RESTIC_PASSWORD=xxx /opt/bin/restic -r rest:https://backup.xxr.net/238gate/opt backup /mnt/238/gate/opt --iexclude-file /mnt/238/gate/opt/exclude.bac

ID        Time                 Host        Tags        Paths
------------------------------------------------------------------------
e96b1e6f  2021-08-29 09:26:27  giskard                 /mnt/238/gate/opt
c8acf043  2021-08-29 09:46:03  router                  /opt
d68ad362  2021-08-29 10:30:57  giskard                 /mnt/238/gate/opt
------------------------------------------------------------------------

the first and third snaps were made from the sshfs mounted directory whereas the second was done from a ssh session on that machine like this

RESTIC_PASSWORD=xxx /opt/bin/restic -r rest:https://backup.xxr.net/238gate/opt backup /opt --iexclude-file /opt/exclude.bac

So in the first and third case I wanted the path to be just /opt and NOT include the sshfs mount point /mnt/238/gate/opt

I don’t see any flag for this in the help.

rawtaz · August 29, 2021, 7:02pm

No, there’s no such option currently. What actual problem are you trying to solve by wanting the paths to be the same even though you back up from different systems? The decuplication in restic works the same regardless of what paths are recorded for a snapshot, as restic looks at blocks when backing up.

dkebler · August 29, 2021, 8:16pm

I’d want to have a single dedicated machine for backup with all backups done by pulling. In other words no restic binary on the source machine, no cron jobs on source machine.
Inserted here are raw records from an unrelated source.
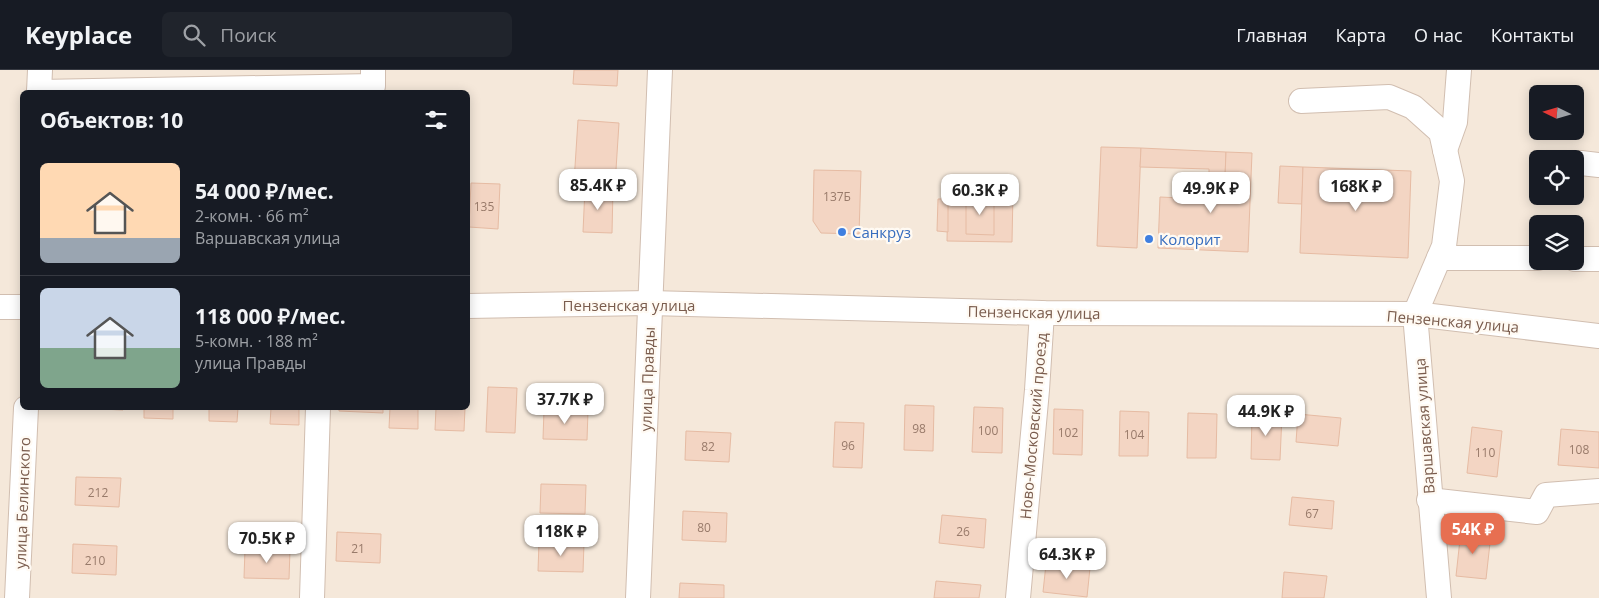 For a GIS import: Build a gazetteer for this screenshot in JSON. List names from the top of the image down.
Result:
{
  "streets": {
    "street": [
      "Пензенская улица",
      "улица Правды",
      "Ново-Московский проезд",
      "Варшавская улица",
      "улица Белинского"
    ]
  },
  "crossings": [
    ["Пензенская улица", "улица Правды"],
    ["Пензенская улица", "Ново-Московский проезд"],
    ["Пензенская улица", "Варшавская улица"]
  ],
  "places": ["Санкруз", "Колорит"],
  "house_numbers": [
    "137Б",
    "135",
    "98",
    "100",
    "102",
    "104",
    "96",
    "82",
    "108",
    "110",
    "212",
    "67",
    "80",
    "26",
    "21",
    "210"
  ],
  "north": "left",
  "page": {
    "header": "Keyplace",
    "search": "Поиск",
    "nav": [
      "Главная",
      "Карта",
      "О нас",
      "Контакты"
    ],
    "heading": "Объектов: 10",
    "list": [
      {
        "name": "54 000 ₽/мес.",
        "note": "2-комн. · 66 m² · Варшавская улица"
      },
      {
        "name": "118 000 ₽/мес.",
        "note": "5-комн. · 188 m² · улица Правды"
      }
    ],
    "price": [
      "85.4K ₽",
      "168K ₽",
      "49.9K ₽",
      "60.3K ₽",
      "37.7K ₽",
      "44.9K ₽",
      "54K ₽",
      "118K ₽",
      "70.5K ₽",
      "64.3K ₽"
    ]
  }
} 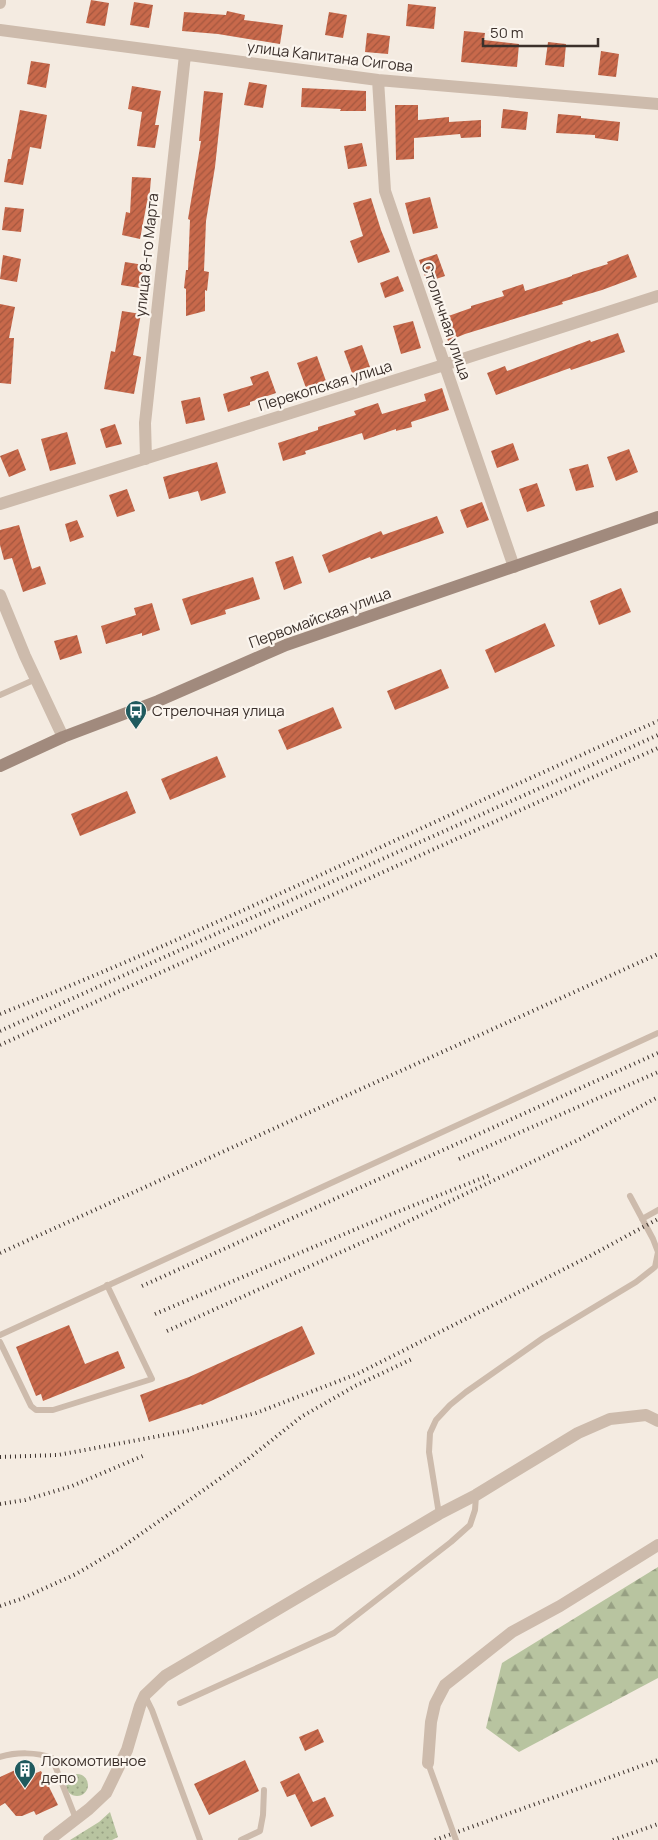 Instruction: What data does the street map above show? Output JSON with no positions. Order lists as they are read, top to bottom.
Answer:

I guess I’m not the first to desire the kind of setup.

To avoid this path artifact I just need a way to access a remote source but afaik there is no equivalent sftp for source like there is for target.

So that’s not a problem if I use sshfs or (other method at involves a local mount) but then I end up with this path artifact (of the mount) in the repo snapshot which is not great as that is setup dependent would be confusing and could make restoring from another path problematic.

Note: There is already a way to rewrite/replace the hostname

-H, --host hostname set the hostname for the snapshot manually. To prevent an expensive rescan use the "parent" flag

That I would need to use in the remote mount case since the host will be the backup server not the host of the source (see my snapshot output).

So looks like -P isn’t taken and that could be used for this path rewrite
maybe like so?

-P /new/base/path#/path/to/match

so in my case -P /#/mnt/238/gate/

would rewrite all /mnt/238/gate/opt to /opt

Having this option doesn’t involve restic knowing where/how the source lives but does allow one (for whatever reasons) to keep a consistent base path in the repo no matter how it is backed up. So maybe that is within the scope of this project?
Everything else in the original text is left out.